Investi dans la foulée, soit le 23 mai, alors que l’opposition contestait encore sa victoire de 61% des suffrages, celui qui venait, à peine d’intégrer le cercle restreint des maréchaux, dont faisait partie papa, fait-il face à la première tentative de déstabilisation de son régime civil? Toutes les hypothèses sont dans la balance, même si celles de tentative de coup d’Etat, d’attaque de rebelles, ou de terrorisme, auraient été, pour l’instant, balayées pas le même ministre qui parlait de coup de force manqué! Avant même les enquêtes, c’est tout une autre version qu’il aurait fournie à la télévision nationale.

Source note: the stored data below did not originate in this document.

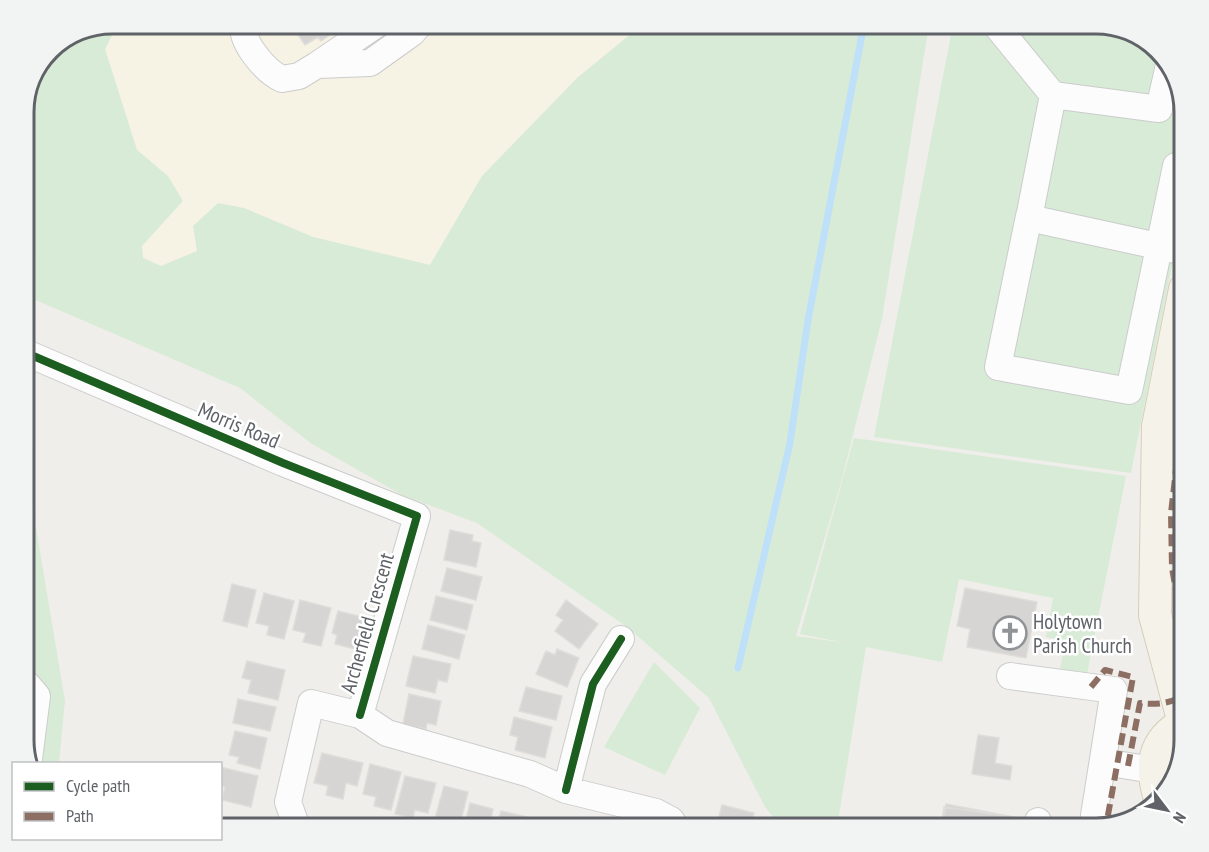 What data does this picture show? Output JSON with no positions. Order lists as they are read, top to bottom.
{
  "streets": {
    "street": ["Morris Road", "Archerfield Crescent"]
  },
  "crossings": [
    ["Morris Road", "Archerfield Crescent"]
  ],
  "places": {
    "church": ["Holytown Parish Church"]
  },
  "legend": ["Cycle path", "Path"],
  "north": "bottom right"
}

Le ministre aurait révélé que les assaillant étaient au nombre de 24. Il a aussi parlé de 25, «une sorte de ramassis, qui sont venus armés des armes, de coupes-coupes et de couteaux. Ils étaient à bord d’un véhicule qu’on appelle communément Dina…»
En attendant que le procureur se prononce sur ces coups de feu d’un soir, les conjectures, dans les rues et les cours de Ndjamena, partent de partout, et vont dans tous les sens. Certains, sur les réseaux sociaux n’hésitent même pas à voir, derrière ce feu d’artifice de début d’année, une main invisible, celle de la France, pour ne pas la nommer. Cette France d’Emmanuel Macron dont le Tchad du maréchal Mahamat Idriss Deby, dans un coup de tonnerre, a déclaré, non grata, le millier de soldats présents sur son sol. Du reste, de sans délai, le retrait des militaires français a, désormais, une date butoir, fixée par les autorités tchadiennes, au 31 janvier 2025. De quoi embarrasser Paris, car ça ne sera pas une mince affaire de désorganiser les camps militaires de leurs lourds équipements, avant de les rétrocéder aux anciens hôtes.
Que s’est-il donc réellement passé au palais présidentiel de Ndjamena ce mercredi en soirée? La question reste toujours posée, et les Tchadiens, coutumiers des guerres, rébellions, attaques de groupes armés, et tentatives de coup d’Etat ou coups d’Etat, vont certainement continuer à vaquer, en toute quiétude, à leurs occupations. Surtout qu’«il ne s’est rien passé de grave», et que «la situation est sous contrôle»!